§ **PROBLEM**
Only the lines from the one containing "Localize the labels" through the end of the listing are to be transcribed, exactly and with both ends included.

§ **PROVIDED ENTRIES**
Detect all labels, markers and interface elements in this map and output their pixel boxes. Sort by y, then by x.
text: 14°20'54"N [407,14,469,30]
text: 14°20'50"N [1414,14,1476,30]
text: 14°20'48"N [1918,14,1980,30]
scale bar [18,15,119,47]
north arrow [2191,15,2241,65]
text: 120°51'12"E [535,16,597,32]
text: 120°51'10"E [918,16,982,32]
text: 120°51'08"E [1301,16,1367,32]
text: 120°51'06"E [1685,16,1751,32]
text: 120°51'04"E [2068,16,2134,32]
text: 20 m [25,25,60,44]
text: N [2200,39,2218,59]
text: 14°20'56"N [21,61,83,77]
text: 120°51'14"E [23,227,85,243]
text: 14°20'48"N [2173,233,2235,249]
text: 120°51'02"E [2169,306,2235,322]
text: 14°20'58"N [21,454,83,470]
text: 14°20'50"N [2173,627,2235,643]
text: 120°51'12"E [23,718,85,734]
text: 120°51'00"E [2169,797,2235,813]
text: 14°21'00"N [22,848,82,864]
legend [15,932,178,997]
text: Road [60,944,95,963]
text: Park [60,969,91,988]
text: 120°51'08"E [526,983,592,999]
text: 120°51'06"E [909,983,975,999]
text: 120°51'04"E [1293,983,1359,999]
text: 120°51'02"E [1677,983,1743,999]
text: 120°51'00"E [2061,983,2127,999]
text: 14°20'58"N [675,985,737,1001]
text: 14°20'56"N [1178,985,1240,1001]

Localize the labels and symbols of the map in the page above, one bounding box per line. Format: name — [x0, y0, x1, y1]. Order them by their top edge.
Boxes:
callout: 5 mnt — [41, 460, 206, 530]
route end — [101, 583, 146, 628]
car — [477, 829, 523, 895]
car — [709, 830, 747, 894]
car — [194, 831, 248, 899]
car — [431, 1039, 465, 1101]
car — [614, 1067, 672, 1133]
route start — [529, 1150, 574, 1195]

§ **SOLUTION FOR THIS PROBLEM**
Localize the labels and symbols of the map in the page above, one bounding box per line. Format: name — [x0, y0, x1, y1]. Order them by their top edge.
Boxes:
callout: 5 mnt — [41, 460, 206, 530]
route end — [101, 583, 146, 628]
car — [477, 829, 523, 895]
car — [709, 830, 747, 894]
car — [194, 831, 248, 899]
car — [431, 1039, 465, 1101]
car — [614, 1067, 672, 1133]
route start — [529, 1150, 574, 1195]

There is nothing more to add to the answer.